Problem => Only the lines below starting at the one containing "Parse the page: labels, road" and ending at the one containing "Task: What data" belong in the answer, each copied exactly.

Input records =>
▼
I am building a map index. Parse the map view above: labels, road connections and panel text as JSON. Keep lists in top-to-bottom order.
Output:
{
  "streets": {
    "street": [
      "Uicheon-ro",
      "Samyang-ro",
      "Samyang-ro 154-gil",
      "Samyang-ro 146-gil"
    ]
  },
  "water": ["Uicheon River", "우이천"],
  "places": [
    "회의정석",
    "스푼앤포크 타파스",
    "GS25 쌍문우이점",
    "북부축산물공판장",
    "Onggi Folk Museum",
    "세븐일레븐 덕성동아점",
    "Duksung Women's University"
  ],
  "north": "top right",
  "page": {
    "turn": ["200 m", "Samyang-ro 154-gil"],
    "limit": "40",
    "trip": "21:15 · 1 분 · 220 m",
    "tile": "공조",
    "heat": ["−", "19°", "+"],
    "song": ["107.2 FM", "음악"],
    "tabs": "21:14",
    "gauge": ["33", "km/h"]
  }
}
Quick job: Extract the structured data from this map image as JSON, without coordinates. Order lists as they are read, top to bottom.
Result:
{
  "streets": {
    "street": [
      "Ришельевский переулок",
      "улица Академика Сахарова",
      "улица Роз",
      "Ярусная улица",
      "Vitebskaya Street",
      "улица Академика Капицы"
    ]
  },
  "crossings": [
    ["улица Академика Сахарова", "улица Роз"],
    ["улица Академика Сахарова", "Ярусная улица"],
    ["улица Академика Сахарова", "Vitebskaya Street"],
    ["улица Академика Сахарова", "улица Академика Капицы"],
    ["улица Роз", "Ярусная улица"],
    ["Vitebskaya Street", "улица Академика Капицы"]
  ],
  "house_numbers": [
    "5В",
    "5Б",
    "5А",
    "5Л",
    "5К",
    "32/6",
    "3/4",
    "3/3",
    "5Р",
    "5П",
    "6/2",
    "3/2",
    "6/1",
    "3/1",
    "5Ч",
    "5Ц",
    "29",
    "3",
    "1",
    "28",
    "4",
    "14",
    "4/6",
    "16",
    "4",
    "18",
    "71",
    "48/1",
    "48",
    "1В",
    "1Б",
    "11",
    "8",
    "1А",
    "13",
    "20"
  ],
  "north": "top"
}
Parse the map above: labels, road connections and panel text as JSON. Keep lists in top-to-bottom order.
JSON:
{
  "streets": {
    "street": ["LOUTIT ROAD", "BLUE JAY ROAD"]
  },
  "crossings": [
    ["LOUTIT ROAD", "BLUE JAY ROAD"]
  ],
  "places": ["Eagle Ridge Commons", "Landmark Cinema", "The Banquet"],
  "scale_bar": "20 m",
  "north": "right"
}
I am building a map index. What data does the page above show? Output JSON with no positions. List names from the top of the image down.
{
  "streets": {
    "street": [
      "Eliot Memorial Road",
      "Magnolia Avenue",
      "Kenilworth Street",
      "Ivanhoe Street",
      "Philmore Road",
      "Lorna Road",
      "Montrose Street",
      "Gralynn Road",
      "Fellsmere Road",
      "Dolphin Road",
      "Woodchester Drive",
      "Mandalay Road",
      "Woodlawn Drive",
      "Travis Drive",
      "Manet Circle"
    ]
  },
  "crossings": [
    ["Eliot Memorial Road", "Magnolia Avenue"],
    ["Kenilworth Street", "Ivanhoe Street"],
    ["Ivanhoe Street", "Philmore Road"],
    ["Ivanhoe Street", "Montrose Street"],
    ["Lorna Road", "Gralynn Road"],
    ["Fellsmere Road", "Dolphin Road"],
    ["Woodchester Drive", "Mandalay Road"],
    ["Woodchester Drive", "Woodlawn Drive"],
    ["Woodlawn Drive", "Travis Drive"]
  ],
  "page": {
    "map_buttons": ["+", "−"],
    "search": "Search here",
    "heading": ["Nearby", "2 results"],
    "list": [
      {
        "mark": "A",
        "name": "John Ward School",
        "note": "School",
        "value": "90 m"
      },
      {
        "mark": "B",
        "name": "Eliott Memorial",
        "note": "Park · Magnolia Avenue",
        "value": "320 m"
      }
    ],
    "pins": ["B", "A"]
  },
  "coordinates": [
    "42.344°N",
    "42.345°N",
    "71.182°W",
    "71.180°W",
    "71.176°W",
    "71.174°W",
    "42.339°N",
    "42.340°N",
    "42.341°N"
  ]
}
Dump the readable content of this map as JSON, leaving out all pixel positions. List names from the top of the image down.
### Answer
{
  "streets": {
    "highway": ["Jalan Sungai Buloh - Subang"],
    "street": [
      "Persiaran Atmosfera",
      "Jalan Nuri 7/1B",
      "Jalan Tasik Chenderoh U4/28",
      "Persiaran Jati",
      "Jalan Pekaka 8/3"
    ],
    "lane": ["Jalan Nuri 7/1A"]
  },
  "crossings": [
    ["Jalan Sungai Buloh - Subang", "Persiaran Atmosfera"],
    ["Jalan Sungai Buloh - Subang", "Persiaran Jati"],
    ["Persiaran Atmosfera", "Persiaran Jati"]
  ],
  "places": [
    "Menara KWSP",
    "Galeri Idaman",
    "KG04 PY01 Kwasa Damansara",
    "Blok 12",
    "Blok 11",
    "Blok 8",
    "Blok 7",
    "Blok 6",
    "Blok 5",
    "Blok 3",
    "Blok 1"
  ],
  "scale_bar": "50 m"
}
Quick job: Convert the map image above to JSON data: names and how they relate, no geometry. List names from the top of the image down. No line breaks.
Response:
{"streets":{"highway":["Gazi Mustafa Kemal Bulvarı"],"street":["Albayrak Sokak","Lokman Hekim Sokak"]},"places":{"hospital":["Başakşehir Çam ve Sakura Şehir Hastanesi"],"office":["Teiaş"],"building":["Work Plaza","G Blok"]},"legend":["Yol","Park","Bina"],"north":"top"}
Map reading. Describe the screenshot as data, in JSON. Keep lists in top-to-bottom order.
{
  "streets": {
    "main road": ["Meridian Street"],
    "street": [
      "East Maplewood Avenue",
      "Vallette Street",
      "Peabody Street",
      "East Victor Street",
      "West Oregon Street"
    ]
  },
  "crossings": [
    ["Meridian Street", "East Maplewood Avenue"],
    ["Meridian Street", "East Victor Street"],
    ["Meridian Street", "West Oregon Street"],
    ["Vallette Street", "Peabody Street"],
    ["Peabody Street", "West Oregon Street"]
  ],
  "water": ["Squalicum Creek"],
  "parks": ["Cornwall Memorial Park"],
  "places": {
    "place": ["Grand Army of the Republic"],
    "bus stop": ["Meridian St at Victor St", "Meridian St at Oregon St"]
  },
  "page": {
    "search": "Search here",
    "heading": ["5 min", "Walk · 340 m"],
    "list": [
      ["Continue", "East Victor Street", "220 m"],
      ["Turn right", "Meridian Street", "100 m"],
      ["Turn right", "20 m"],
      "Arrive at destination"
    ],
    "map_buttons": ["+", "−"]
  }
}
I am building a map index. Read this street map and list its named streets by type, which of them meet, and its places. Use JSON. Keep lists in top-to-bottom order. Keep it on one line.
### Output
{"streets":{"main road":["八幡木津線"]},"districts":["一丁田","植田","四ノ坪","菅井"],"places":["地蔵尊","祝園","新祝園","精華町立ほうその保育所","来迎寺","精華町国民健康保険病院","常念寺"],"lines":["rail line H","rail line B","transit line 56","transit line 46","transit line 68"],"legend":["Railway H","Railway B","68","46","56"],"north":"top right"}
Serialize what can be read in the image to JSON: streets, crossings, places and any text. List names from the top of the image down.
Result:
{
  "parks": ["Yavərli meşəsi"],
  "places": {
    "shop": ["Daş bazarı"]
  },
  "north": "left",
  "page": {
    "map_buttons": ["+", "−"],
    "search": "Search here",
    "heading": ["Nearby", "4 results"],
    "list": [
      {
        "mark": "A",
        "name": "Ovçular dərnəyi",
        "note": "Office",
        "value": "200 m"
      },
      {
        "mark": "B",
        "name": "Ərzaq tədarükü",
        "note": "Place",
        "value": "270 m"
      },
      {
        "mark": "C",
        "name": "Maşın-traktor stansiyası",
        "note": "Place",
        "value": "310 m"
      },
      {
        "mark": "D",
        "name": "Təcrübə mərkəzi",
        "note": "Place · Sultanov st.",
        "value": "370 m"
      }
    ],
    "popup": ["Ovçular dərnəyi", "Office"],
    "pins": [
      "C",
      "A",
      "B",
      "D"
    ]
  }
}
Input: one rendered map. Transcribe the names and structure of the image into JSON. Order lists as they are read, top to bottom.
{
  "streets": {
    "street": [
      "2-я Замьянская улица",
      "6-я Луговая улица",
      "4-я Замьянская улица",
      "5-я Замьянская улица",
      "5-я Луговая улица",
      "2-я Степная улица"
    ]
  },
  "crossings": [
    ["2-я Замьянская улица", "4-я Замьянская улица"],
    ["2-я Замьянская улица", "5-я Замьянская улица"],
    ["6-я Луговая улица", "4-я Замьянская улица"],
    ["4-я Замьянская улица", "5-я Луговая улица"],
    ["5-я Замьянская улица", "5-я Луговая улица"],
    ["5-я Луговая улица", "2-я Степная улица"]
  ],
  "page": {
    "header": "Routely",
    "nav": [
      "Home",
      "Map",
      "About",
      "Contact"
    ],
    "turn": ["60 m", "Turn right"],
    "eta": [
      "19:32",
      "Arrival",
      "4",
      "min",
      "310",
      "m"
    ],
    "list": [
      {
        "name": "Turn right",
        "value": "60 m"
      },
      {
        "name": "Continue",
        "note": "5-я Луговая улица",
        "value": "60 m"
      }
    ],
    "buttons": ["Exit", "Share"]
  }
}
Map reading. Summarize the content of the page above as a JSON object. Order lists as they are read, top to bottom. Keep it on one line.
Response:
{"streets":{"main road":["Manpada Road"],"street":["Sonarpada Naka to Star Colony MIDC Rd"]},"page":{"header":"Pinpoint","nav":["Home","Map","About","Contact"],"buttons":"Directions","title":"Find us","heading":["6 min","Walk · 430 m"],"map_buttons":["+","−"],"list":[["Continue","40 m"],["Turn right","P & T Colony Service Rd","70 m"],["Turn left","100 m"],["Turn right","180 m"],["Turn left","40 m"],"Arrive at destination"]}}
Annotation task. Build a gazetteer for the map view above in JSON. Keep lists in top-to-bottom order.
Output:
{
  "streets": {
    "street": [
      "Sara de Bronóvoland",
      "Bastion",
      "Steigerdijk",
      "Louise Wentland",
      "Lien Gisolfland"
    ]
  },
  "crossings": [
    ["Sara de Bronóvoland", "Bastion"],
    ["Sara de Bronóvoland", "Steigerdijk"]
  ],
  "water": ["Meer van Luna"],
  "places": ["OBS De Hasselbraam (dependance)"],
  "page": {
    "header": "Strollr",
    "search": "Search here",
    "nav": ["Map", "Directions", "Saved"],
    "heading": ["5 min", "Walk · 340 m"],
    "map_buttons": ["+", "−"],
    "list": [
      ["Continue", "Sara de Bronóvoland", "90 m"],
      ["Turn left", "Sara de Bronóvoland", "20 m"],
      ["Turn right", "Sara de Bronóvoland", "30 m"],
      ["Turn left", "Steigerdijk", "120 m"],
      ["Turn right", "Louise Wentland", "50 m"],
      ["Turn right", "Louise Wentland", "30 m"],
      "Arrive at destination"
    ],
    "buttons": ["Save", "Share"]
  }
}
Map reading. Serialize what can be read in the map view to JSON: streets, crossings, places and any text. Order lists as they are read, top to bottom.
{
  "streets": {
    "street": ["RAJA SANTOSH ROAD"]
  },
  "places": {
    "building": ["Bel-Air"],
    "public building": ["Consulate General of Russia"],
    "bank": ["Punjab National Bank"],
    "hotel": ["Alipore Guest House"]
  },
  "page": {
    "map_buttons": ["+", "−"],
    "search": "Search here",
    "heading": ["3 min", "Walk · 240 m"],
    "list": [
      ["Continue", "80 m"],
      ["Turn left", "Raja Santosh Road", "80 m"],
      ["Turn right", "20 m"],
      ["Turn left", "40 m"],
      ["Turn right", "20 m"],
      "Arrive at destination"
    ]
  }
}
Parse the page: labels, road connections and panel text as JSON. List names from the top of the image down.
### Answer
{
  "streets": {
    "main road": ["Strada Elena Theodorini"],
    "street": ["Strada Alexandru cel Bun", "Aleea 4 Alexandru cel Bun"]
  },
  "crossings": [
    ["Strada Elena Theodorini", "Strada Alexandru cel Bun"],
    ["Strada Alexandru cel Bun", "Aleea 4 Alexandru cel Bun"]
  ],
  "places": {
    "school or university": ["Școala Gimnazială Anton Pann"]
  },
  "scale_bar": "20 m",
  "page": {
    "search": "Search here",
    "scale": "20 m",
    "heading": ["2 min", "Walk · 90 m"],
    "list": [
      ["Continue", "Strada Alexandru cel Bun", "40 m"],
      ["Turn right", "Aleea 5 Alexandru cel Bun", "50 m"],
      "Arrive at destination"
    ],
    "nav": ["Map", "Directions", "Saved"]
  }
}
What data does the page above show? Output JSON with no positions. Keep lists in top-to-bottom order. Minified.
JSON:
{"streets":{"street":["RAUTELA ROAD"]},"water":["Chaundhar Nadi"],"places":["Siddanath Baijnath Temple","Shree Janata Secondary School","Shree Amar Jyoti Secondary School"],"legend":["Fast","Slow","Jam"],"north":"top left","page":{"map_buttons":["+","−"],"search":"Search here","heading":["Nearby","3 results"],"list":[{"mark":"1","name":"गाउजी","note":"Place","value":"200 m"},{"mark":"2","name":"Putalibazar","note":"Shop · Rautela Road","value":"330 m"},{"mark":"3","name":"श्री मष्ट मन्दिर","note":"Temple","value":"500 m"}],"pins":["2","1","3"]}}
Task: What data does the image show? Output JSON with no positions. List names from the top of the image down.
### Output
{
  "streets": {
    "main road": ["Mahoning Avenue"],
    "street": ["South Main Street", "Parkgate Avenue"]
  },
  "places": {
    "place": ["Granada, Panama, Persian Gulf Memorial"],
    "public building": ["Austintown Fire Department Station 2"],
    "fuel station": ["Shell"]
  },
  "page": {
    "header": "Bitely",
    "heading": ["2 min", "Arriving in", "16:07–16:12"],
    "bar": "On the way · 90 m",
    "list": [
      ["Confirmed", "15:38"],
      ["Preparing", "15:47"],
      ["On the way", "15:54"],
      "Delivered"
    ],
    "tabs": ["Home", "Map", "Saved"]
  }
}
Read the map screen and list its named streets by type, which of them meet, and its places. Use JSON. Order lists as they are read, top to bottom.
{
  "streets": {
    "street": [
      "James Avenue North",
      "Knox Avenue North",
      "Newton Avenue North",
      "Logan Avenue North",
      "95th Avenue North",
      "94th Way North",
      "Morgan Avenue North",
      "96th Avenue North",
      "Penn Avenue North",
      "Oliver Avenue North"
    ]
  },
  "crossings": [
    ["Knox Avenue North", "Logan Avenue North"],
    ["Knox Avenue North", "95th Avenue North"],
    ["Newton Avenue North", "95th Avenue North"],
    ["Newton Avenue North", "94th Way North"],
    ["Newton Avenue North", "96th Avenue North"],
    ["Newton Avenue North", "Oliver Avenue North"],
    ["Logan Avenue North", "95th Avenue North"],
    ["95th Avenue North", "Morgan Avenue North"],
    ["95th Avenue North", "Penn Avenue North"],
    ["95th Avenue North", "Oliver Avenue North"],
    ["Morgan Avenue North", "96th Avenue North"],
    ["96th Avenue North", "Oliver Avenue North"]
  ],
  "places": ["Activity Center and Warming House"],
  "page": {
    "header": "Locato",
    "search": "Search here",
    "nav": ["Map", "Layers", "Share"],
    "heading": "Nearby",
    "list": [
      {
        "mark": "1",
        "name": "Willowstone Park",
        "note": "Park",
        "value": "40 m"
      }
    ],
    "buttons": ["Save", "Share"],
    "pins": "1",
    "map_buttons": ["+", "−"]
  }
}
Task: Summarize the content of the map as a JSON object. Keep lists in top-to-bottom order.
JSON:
▲
Result of the exercise =>
Parse the page: labels, road connections and panel text as JSON. List names from the top of the image down.
### Answer
{
  "streets": {
    "main road": ["Strada Elena Theodorini"],
    "street": ["Strada Alexandru cel Bun", "Aleea 4 Alexandru cel Bun"]
  },
  "crossings": [
    ["Strada Elena Theodorini", "Strada Alexandru cel Bun"],
    ["Strada Alexandru cel Bun", "Aleea 4 Alexandru cel Bun"]
  ],
  "places": {
    "school or university": ["Școala Gimnazială Anton Pann"]
  },
  "scale_bar": "20 m",
  "page": {
    "search": "Search here",
    "scale": "20 m",
    "heading": ["2 min", "Walk · 90 m"],
    "list": [
      ["Continue", "Strada Alexandru cel Bun", "40 m"],
      ["Turn right", "Aleea 5 Alexandru cel Bun", "50 m"],
      "Arrive at destination"
    ],
    "nav": ["Map", "Directions", "Saved"]
  }
}
What data does the page above show? Output JSON with no positions. Keep lists in top-to-bottom order. Minified.
JSON:
{"streets":{"street":["RAUTELA ROAD"]},"water":["Chaundhar Nadi"],"places":["Siddanath Baijnath Temple","Shree Janata Secondary School","Shree Amar Jyoti Secondary School"],"legend":["Fast","Slow","Jam"],"north":"top left","page":{"map_buttons":["+","−"],"search":"Search here","heading":["Nearby","3 results"],"list":[{"mark":"1","name":"गाउजी","note":"Place","value":"200 m"},{"mark":"2","name":"Putalibazar","note":"Shop · Rautela Road","value":"330 m"},{"mark":"3","name":"श्री मष्ट मन्दिर","note":"Temple","value":"500 m"}],"pins":["2","1","3"]}}
Task: What data does the image show? Output JSON with no positions. List names from the top of the image down.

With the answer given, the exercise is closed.